Chapter 11 - Brooks Flashcards
(21 cards)
what is panel data
Panel data refers to a panel of data
What is a panel of data
a panel of data is a dataset where variables are both cross sectional AND a timeseries. Meaning, we consider different entities together into the asme model, and look at how they evolve through time.
Across time and space, is sort of the theme
give the panel data setup
y_it = alpha + beta x_it + u_it
entities are given by the “i”.
time is given by the t.
what is the simplest way to deal with panel data?
Create a pooled regression. This would assume that every entity follow the same relationships, so that we generalize the constants.
Would be done using OLS
what happens if we use a pooled regression on the panel of data?
We assume that the relationships between the dependent variable is fixed through time and entities. This is a very static model, and is basically not a time series model.
why not create a regression for each entity?
then we wont be able to leverage common structure
name one approach to leverage a panel of data
SUR
elaborate on SUR
Seemingly Unrelated Regression.
It is called SUR because it might seem like the dependent variables are independent, but a closer looks show that they are not independene.t
The idea is to use GLS. Transform the model so that the error terms are no longer correlated. If the error terms were already uncorrelated, running GLS would be identical to running OLS.

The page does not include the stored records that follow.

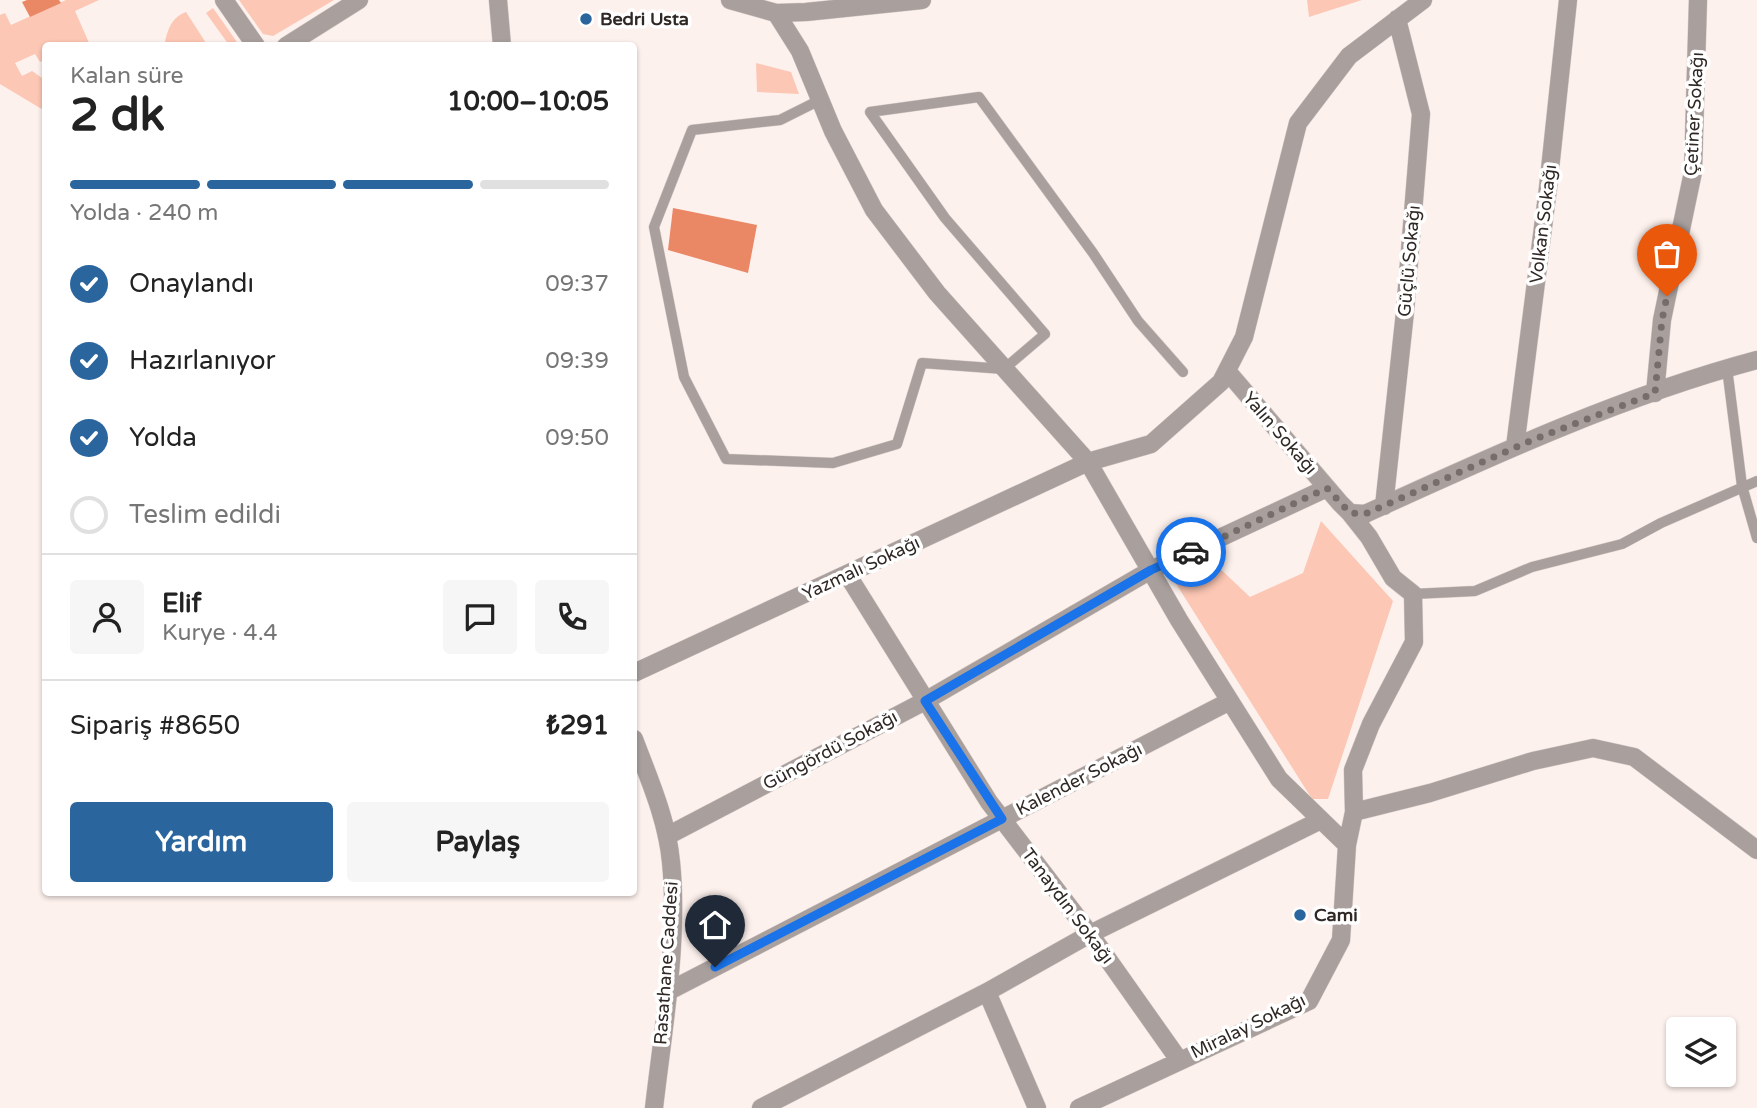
<!DOCTYPE html>
<html lang="tr">
<head>
<meta charset="utf-8">
<style>
  :root { --surface:#fff; --page:#f6f6f6; --text:#222; --muted:#767676; --line:#e0e0e0; --accent:#2a659d }
  body { margin:0; font-family:"Varela Round",sans-serif; background:var(--page); color:var(--text); height:100vh; display:flex; flex-direction:column; font-size:26px; white-space:nowrap }
  * { box-sizing:border-box; margin:0 }
  p { font-size:23px; color:var(--muted) }
  .icon { flex:none; width:38px; height:38px; fill:none; stroke:currentColor; stroke-width:2; stroke-linecap:round; stroke-linejoin:round }
  .map { position:relative; flex:1; overflow:hidden }
  .sheet { position:absolute; left:42px; top:42px; width:595px; height:854px; display:flex; flex-direction:column; background:var(--surface); border-radius:7px; box-shadow:0 2px 5px #0004 }
  .sheet>* { flex:none }
  .buttons { position:absolute; left:1666px; top:1017px; display:grid; gap:14px }
  .buttons a { display:grid; place-items:center; width:70px; height:70px; border-radius:7px; background:var(--surface); box-shadow:0 2px 5px #0004; font-size:35px }
  .pin { position:absolute; display:grid; place-items:center; width:60px; height:60px; color:#fff; margin:-72px -30px; border-radius:50% 50% 50% 0; rotate:-45deg; box-shadow:0 0 7px #0007 }
  .pin .icon { rotate:45deg }
  .courier { position:absolute; display:grid; place-items:center; width:70px; height:70px; margin:-35px; border:5px solid #1a73e8; border-radius:50%; background:#fff; color:#222; box-shadow:0 2px 9px #0007 }
  .summary em { font-style:normal; font-weight:700 }
  .summary div { display:flex; flex-direction:column-reverse }
  .summary { display:flex; align-items:center; justify-content:space-between; height:119px; padding:0 28px }
  h1 { font-size:46px; font-weight:700; line-height:52px }
  .bar { display:grid; grid-template-columns:repeat(4,1fr); gap:10px 7px; align-content:center; height:84px; padding:0 28px }
  .bar i { height:9px; border-radius:5px; background:var(--line) }
  .bar .selected { background:var(--accent) }
  .bar p { grid-column:span 4 }
  .line { display:flex; align-items:center; gap:18px; padding:0 28px; border-top:2px solid var(--line) }
  .line div { flex:1 }
  .round { display:grid; place-items:center; flex:none; width:74px; height:74px; border-radius:7px; background:var(--page) }
  ol { padding:0 28px; list-style:none }
  li { display:flex; align-items:center; gap:21px; height:77px }
  li p { margin-inline-start:auto }
  li .icon { padding:7px; border-radius:50%; background:var(--accent); color:#fff; stroke-width:4 }
  li:last-child { color:var(--muted) }
  li i { width:38px; height:38px; border:4px solid var(--line); border-radius:50% }
  .action { display:flex; gap:14px; margin-top:auto; padding:14px 28px }
  .action a { flex:1; height:80px; border-radius:7px; background:var(--accent); color:#fff; font-size:28px; font-weight:700; line-height:80px; text-align:center }
  .action a+a { background:var(--page); color:var(--text) }
  .map>svg:first-child { display:block }
  .green { fill:#fcc7b4 }
  .water { fill:#ea8866 }
  .lines { fill:none; stroke-linecap:round; stroke-linejoin:round }
  .service-casing { stroke:#d8cdc9; stroke-width:11 }
  .minor-casing { stroke:#d8cdc9; stroke-width:19 }
  .tertiary-casing { stroke:#d8cdc9; stroke-width:19 }
  .service { stroke:#a9a09e; stroke-width:10 }
  .minor { stroke:#a9a09e; stroke-width:18 }
  .tertiary { stroke:#a9a09e; stroke-width:18 }
  .done { stroke:#776e6b; stroke-width:7; stroke-dasharray:0 12.6 }
  .route { stroke:#1a73e8; stroke-width:9 }
  .poi-dot { fill:#2a659d; stroke:#fff; stroke-width:2.5 }
  .labels { text-anchor:middle; stroke-width:7; stroke-linejoin:round; paint-order:stroke }
  .poi-label { font-size:18px; font-weight:bold; fill:#2f2825; stroke:#fff; text-anchor:start }
  .street-label { font-size:18px; fill:#2f2825; stroke:#fff }
</style>
</head>
<body>
<div class="map">
<svg width="1757" height="1108" viewBox="0 0 1757 1108">
  <rect width="100%" height="100%" fill="#fdf1ed"/>
  <path class="green" d="M 66,0 L 99,0 L 75,11 L 90,45 L 46,46 L 45,60 L 40,62 L 35,54 L 15,63 L 22,76 L 32,71 L 45,80 L 45,111 L 0,84 L 0,15 L 5,13 L 11,25 Z
    M 239,0 L 334,0 L 273,36 L 263,34 Z
    M 1307,0 L 1362,0 L 1309,17 Z
    M 213,8 L 239,45 L 229,45 L 206,13 Z
    M 186,12 L 206,43 L 199,45 L 166,45 L 165,42 C 168,29 172,17 186,12 Z
    M 756,63 L 791,72 L 799,94 L 757,92 Z
    M 1321,521 L 1393,601 L 1328,799 L 1312,799 L 1168,571 L 1212,561 L 1250,597 L 1303,573 Z"/>
  <path class="water" d="M 27,0 L 59,0 L 61,3 L 30,17 L 22,2 Z
    M 673,208 L 757,225 L 748,273 L 668,250 Z"/>
  <g class="lines">
    <g class="service-casing">
      <path id="service" d="M 820,100 L 780,120 L 692,130 L 654,227 L 684,377 L 726,459 L 833,463 L 897,444 L 922,363 L 1004,369 L 1045,334 L 945,218 L 870,112 L 979,97 L 1093,253 L 1138,321 L 1183,372
        M 1727,368 L 1742,486 L 1757,538
        M 1413,594 L 1475,591 L 1532,567 L 1622,544 L 1661,523 L 1757,481"/>
    </g>
    <g class="minor-casing">
      <path id="minor" d="M 730,0 L 776,13 L 806,12 L 922,0
        M 286,46 L 359,0
        M 1227,371 L 1340,503 L 1350,513 L 1365,514 C 1492,456 1622,396 1757,360
        M 1655,393 L 1662,320 L 1693,172 L 1698,0
        M 1515,447 L 1548,188 L 1568,0
        M 1384,506 L 1405,312 L 1421,114 L 1397,19
        M 1350,513 L 1369,537 L 1393,578 L 1413,594 L 1414,642 L 1371,724 L 1353,770 L 1354,812 L 1347,845 L 1279,779 L 1179,620 L 1088,462 L 1151,444 L 1221,382 L 1244,337 L 1298,123 L 1349,56 L 1423,0
        M 847,574 L 989,802 L 1090,934 L 1179,1060
        M 634,673 L 1088,462 L 937,293 L 874,210 L 833,131 L 800,51 L 776,13
        M 1354,812 L 1430,793 L 1533,761 L 1593,748 L 1634,757 L 1757,850
        M 667,836 L 925,701 L 1151,570 L 1327,488
        M 667,992 L 1230,701
        M 987,992 L 1037,1108
        M 761,1108 L 987,992 L 1090,934 L 1321,820
        M 1079,1108 L 1309,1001 L 1341,940 L 1347,845"/>
    </g>
    <g class="tertiary-casing">
      <path id="tertiary" d="M 224,0 L 256,46
        M 498,0 L 502,46
        M 634,739 C 649,779 667,819 671,862 C 679,941 663,1029 654,1108"/>
    </g>
    <use href="#service" class="service"/>
    <use href="#minor" class="minor"/>
    <use href="#tertiary" class="tertiary"/>
  </g>
  <g class="lines">
    <path class="done" d="M 1191,552 L 1327,488 L 1350,513 L 1365,514 L 1530,441 L 1655,393 L 1662,320 L 1667,296"/>
    <path class="route" d="M 715,967 L 1002,819 L 925,701 L 1151,570 L 1191,552"/>
  </g>
  <g class="poi-dot">
    <circle cx="586" cy="19" r="7"/>
    <circle cx="1300" cy="915" r="7"/>
  </g>
  <g class="labels">
    <g class="poi-label">
      <text x="600" y="25">Bedri Usta</text>
      <text x="1314" y="921">Cami</text>
    </g>
    <g class="street-label">
      <text transform="translate(1694 114) rotate(-87)" y="6">Çetiner Sokağı</text>
      <text transform="translate(1543 224) rotate(-83)" y="6">Volkan Sokağı</text>
      <text transform="translate(1409 261) rotate(-85)" y="6">Güçlü Sokağı</text>
      <text transform="translate(1280 433) rotate(49)" y="6">Yalın Sokağı</text>
      <text transform="translate(861 568) rotate(-25)" y="6">Yazmalı Sokağı</text>
      <text transform="translate(830 750) rotate(-28)" y="6">Güngördü Sokağı</text>
      <text transform="translate(1079 779) rotate(-27)" y="6">Kalender Sokağı</text>
      <text transform="translate(1068 906) rotate(53)" y="6">Tanaydın Sokağı</text>
      <text transform="translate(666 963) rotate(-86)" y="6">Rasathane Caddesi</text>
      <text transform="translate(1248 1026) rotate(-26)" y="6">Miralay Sokağı</text>
    </g>
  </g>
</svg>
<div class="buttons">
<a><svg class="icon" aria-label="layers" viewBox="0 0 24 24"><path d="M12 4l9 5-9 5-9-5zM3 14l9 5 9-5"/></svg></a>
</div>
<div class="pin" style="left:1667px;top:296px;background:#ea580c"><svg class="icon" aria-label="bag" viewBox="0 0 24 24"><path d="M5 8h14l-1 12H6zM9 8a3 3 0 0 1 6 0"/></svg></div>
<div class="pin" style="left:715px;top:967px;background:#1f2937"><svg class="icon" aria-label="home" viewBox="0 0 24 24"><path d="M3 11l9-7 9 7M6 9v11h12V9"/></svg></div>
<div class="courier" style="left:1191px;top:552px"><svg class="icon" aria-label="car" viewBox="0 0 24 24"><path d="M5 17H2v-5l4-1 3-4h7l3 4 3 1v5h-3M9 17h6M6 11h13"/><circle cx="7" cy="17" r="2"/><circle cx="17" cy="17" r="2"/></svg></div>
<section class="sheet">
<div class="summary"><div><h1>2 dk</h1><p>Kalan süre</p></div><em>10:00–10:05</em></div>
<div class="bar"><i class="selected"></i><i class="selected"></i><i class="selected"></i><i></i><p>Yolda · 240 m</p></div>
<ol>
<li><svg class="icon" aria-label="check" viewBox="0 0 24 24"><path d="M5 12l5 5 9-10"/></svg>Onaylandı<p>09:37</p></li>
<li><svg class="icon" aria-label="check" viewBox="0 0 24 24"><path d="M5 12l5 5 9-10"/></svg>Hazırlanıyor<p>09:39</p></li>
<li><svg class="icon" aria-label="check" viewBox="0 0 24 24"><path d="M5 12l5 5 9-10"/></svg>Yolda<p>09:50</p></li>
<li><i></i>Teslim edildi</li>
</ol>
<div class="line" style="height:126px"><a class="round"><svg class="icon" aria-label="person" viewBox="0 0 24 24"><circle cx="12" cy="8" r="4"/><path d="M4 21q1-7 8-7t8 7"/></svg></a><div><b>Elif</b><p>Kurye · 4.4</p></div><a class="round"><svg class="icon" aria-label="chat" viewBox="0 0 24 24"><path d="M4 5h16v11H9l-5 4z"/></svg></a><a class="round"><svg class="icon" aria-label="phone" viewBox="0 0 24 24"><path d="M5 4h4l2 5-3 2q2 4 5 5l2-3 5 2v4C11 20 4 13 5 4z"/></svg></a></div>
<div class="line" style="height:91px"><div>Sipariş #8650</div><b>₺291</b></div>
<div class="action"><a>Yardım</a><a>Paylaş</a></div>
</section>
</div>
</body>
</html>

There is an issue with SUR: We need to compute COVARIANCE matrix of the residuals. Since we have NT size, we get matrix of NTxNT. This grows very quickly.
elaborate on GLS
A method used to perform regression estimation when there is non-zero amount of correlation between the residuals.
elaborate on the classes of panel data estimator approaches that can be used in finance
1) Fixed effects
2) random effects
can we distinguish certain panels?
Balanced vs unbalanced.
A balanced panel has the same number of time series observations for each cross sectional unit.
elaborate on fixed effects model
we take the standard panel data equation, and then we decompose the error term.
u_it = mu_i + v_it
Essentially, what this does is to allow each entity to have a fixed component that is specific to the entity.
The equation looks like:
y_it = alpha + beta x_it + mu_i + v_it
alpha is the common intercept, and mu_i is entity specific.
When modeling, we can achieve this by treating mu_i is the coefficient of a variable that is 1 if and only if the enttiyy “i” is considerd. In other words, a binary dummy. We include a binary dummy for each entity.
NB: Because this technique will make it so that one of the dummys aloways take the value 1, we need to remove the intercept term.
broadly speaking, how can we test to see if the fixed-effects is necessary?
Test with hypothesis that all the coefficients of the dummys are equal.
If they are equal, we are better of with a pooled regression.
elaborate on the within transformation
We subtract the time-mean from each variable, dependent and independent, including the residual.
Then we obtain a regression on the demeaned variables only.
This cause the slope, in every scenario, to run through the origin. as a result, applying the within transformation removes the need to model in separate fixed-effects for the entities.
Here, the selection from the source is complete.